One area of Gov 2.0 I really think hasn't been thoroughly considered or adopted by many governments, including in Australia, is the process of having citizens help in the creation, exploration and analysis of data.

Is it due to a lack of time, money, imagination or courage?

I don't know, but I would dearly love to see more government agencies consider how they could engage citizens in crowdsourcing initiatives that could help society.

Let me give a few examples of what I mean.

Galaxy Zoo is a collaborative effort from a range of universities and astronomers to classify galaxies in our universe. The site launched in 2007 with a paltry one million galaxies visualised.

The site worked by allowing people to register to classify galaxies (as either spiral or elliptical), with multiple classifications used to verify that each classification was correct.

The team behind the site thought it might take two years to classify all million galaxies, however within 24 hours of launch, the site was receiving 70,000 classifications an hour.

In total more than 50 million classifications were received by the project during its first year, from almost 150,000 people.

This effort was so successful that the team took a selection of 250,000 galaxies and asked people to analyse them for more detailed information, calling this Galaxy Zoo 2. Over 14 months users helped the team make over 60,000,000 classifications.

This work has led into a number of lines of research and supported scientists in understanding more about how our universe works.

Planet Hunter takes a more focused approach, looking for planets around other stars.

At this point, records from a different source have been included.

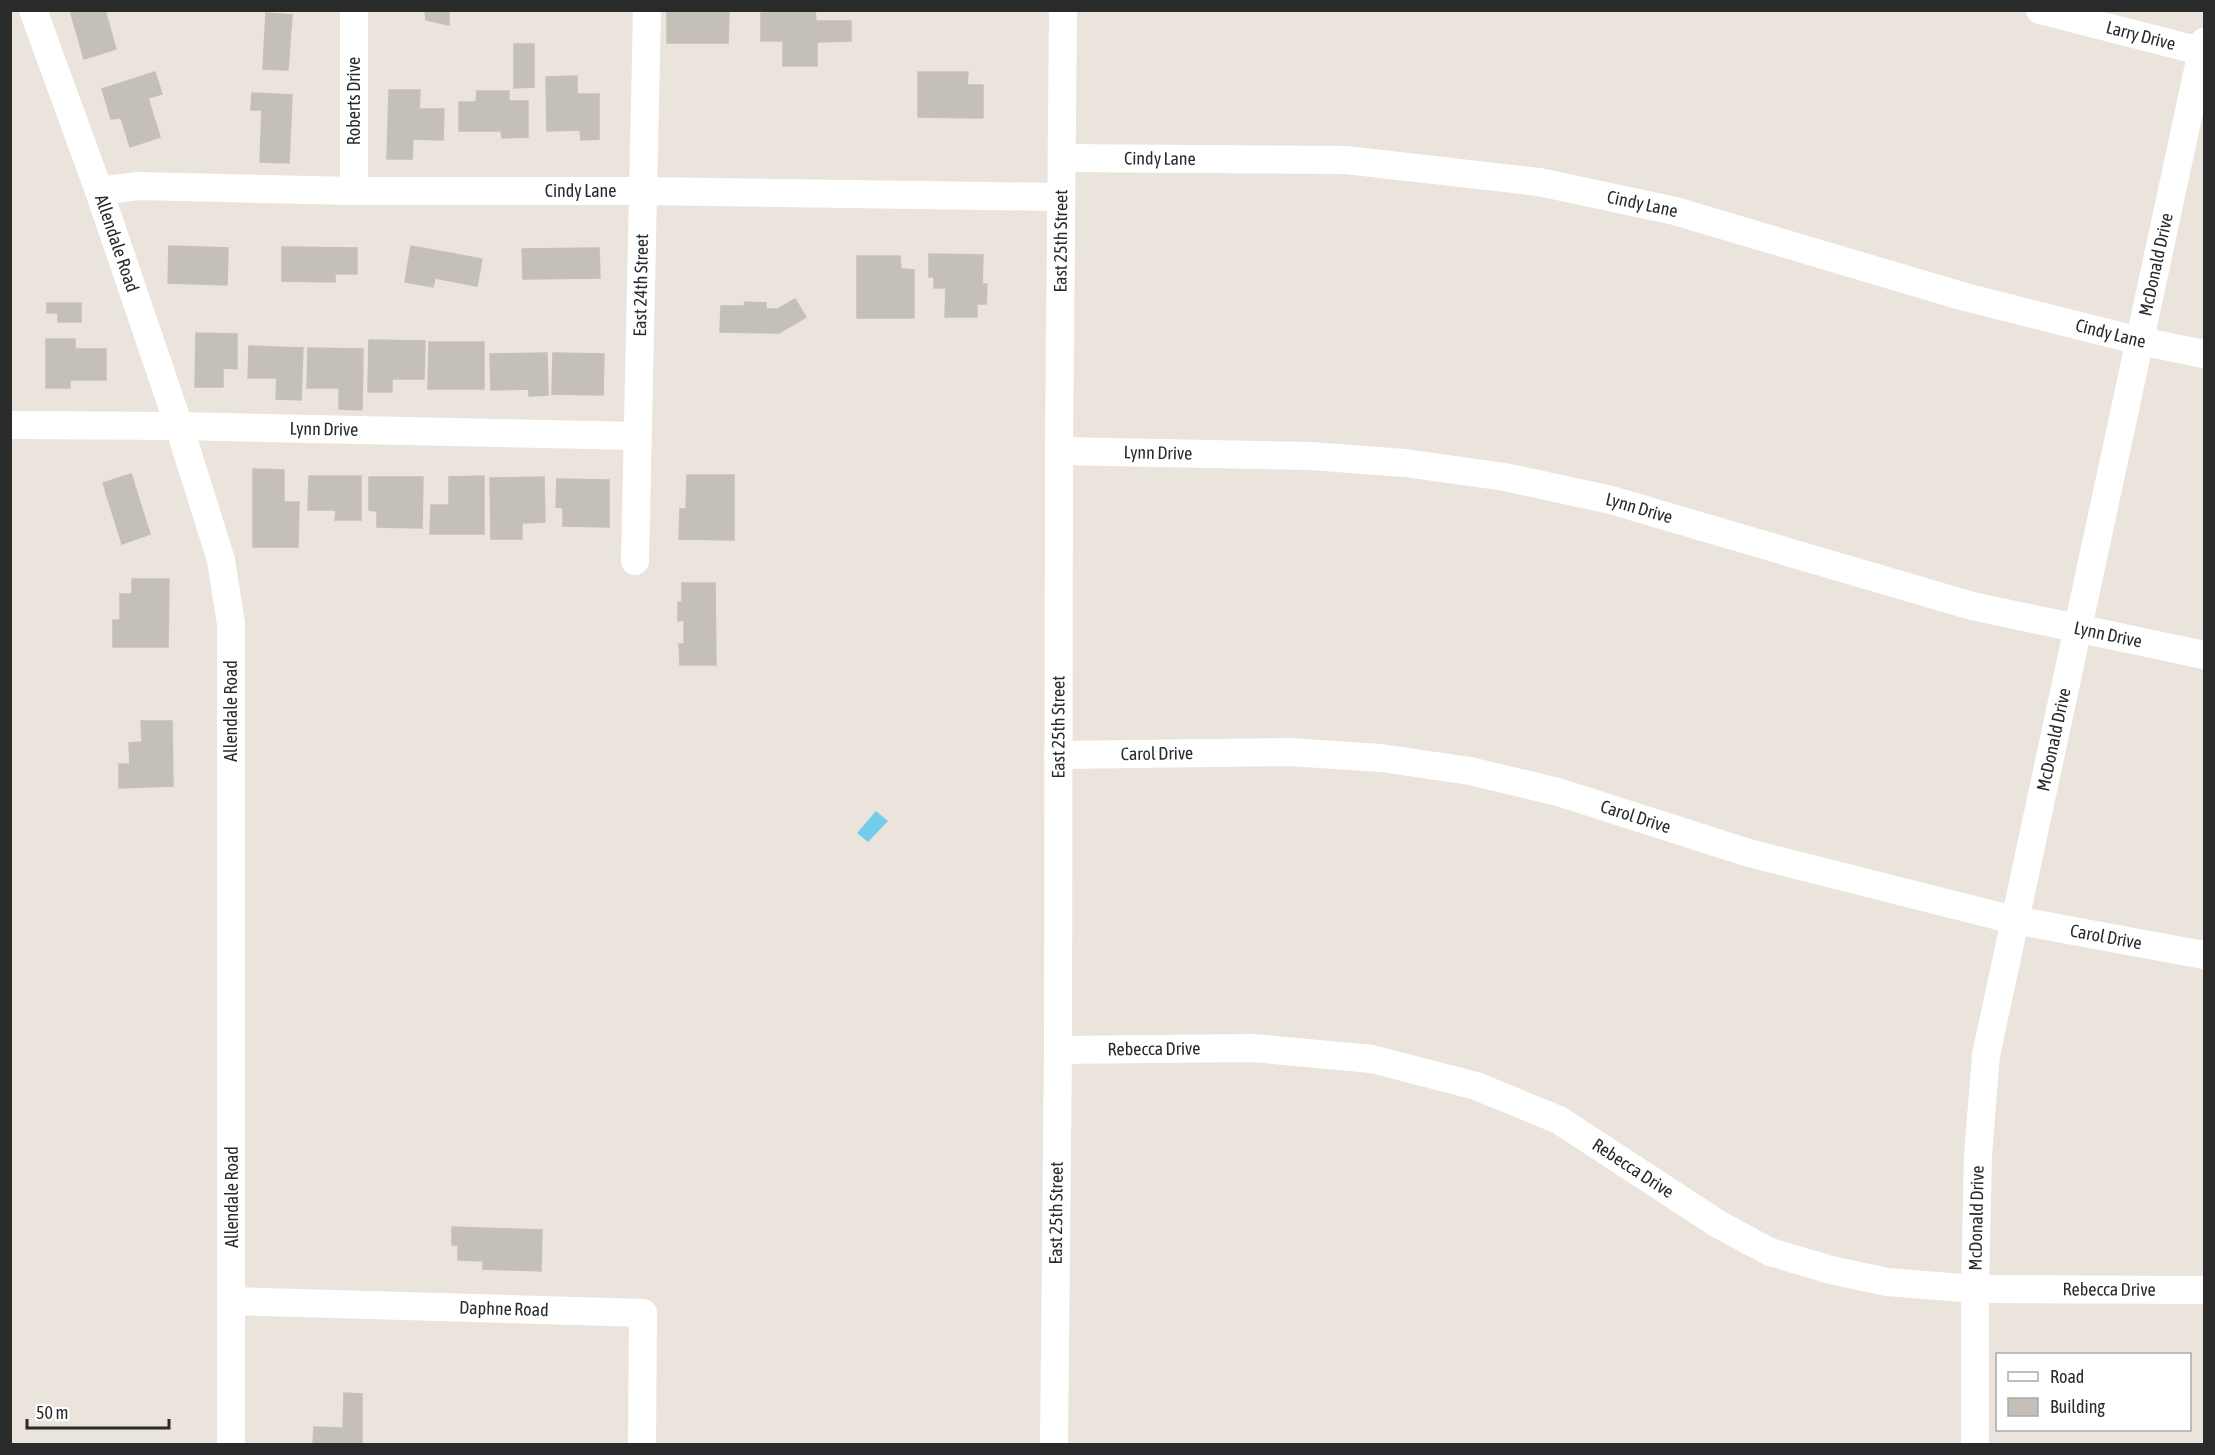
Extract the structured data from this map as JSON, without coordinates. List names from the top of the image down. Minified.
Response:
{"streets":{"street":["Larry Drive","Roberts Drive","Cindy Lane","East 25th Street","Allendale Road","McDonald Drive","East 24th Street","Lynn Drive","Carol Drive","Rebecca Drive","Daphne Road"]},"crossings":[["Larry Drive","McDonald Drive"],["Roberts Drive","Cindy Lane"],["Cindy Lane","East 25th Street"],["Cindy Lane","Allendale Road"],["Cindy Lane","McDonald Drive"],["Cindy Lane","East 24th Street"],["East 25th Street","Lynn Drive"],["East 25th Street","Carol Drive"],["East 25th Street","Rebecca Drive"],["Allendale Road","Lynn Drive"],["Allendale Road","Daphne Road"],["McDonald Drive","Lynn Drive"],["McDonald Drive","Carol Drive"],["McDonald Drive","Rebecca Drive"],["East 24th Street","Lynn Drive"]],"legend":["Road","Building"],"scale_bar":"50 m"}
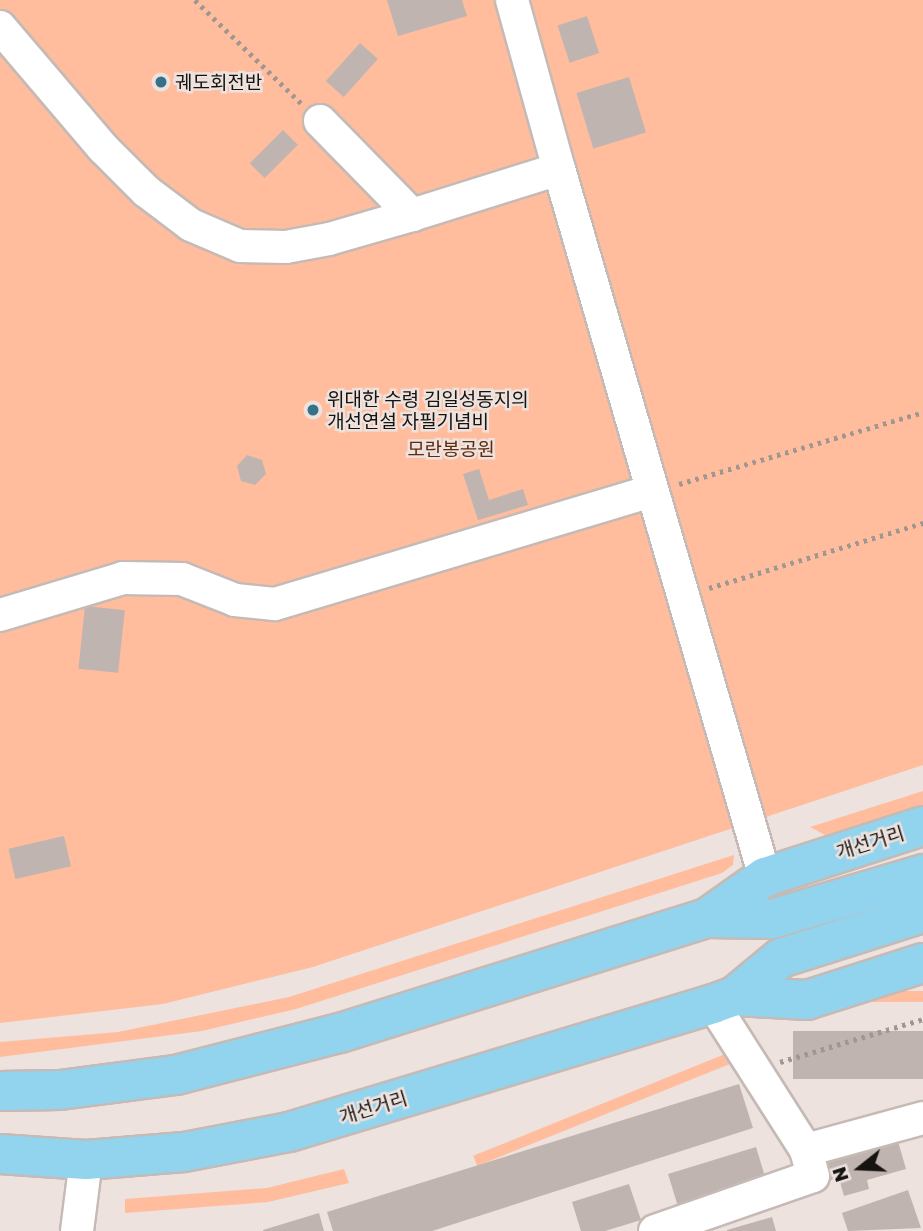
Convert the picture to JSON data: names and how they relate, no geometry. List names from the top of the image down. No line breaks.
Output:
{"streets":{"main road":["개선거리"]},"parks":["모란봉공원"],"places":["궤도회전반","위대한 수령 김일성동지의 개선연설 자필기념비"],"north":"left"}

A collaboration between the group behind Galaxy Zoo and Yale University, it works on a similar basis whereby users register to look for signs of planets based on data from radio telescopes.

Users mark likely targets and, over time, when sufficient users have marked a star as a likely target, the professional astronomers analyse that star in depth.

The site is an experiment, and there's no indication of how many planets have been found using the process, however as the human eye is particularly good at detecting patterns or aberrations, while computers can struggle, it has a good shot at success. The classifications by humans may also help in improving the computer algorithms and therefore make computers better at detecting patterns in data which may indicate planets, or could be used for detecting patterns in all kinds of other data as well.

eBird is an initiative from the Cornell Lab of Ornithology and National Audubon Society launched in 2002. What it does is aggregate bird sightings by location from professionals and amateurs to better match the range, migration patterns and changing distribution of bird species.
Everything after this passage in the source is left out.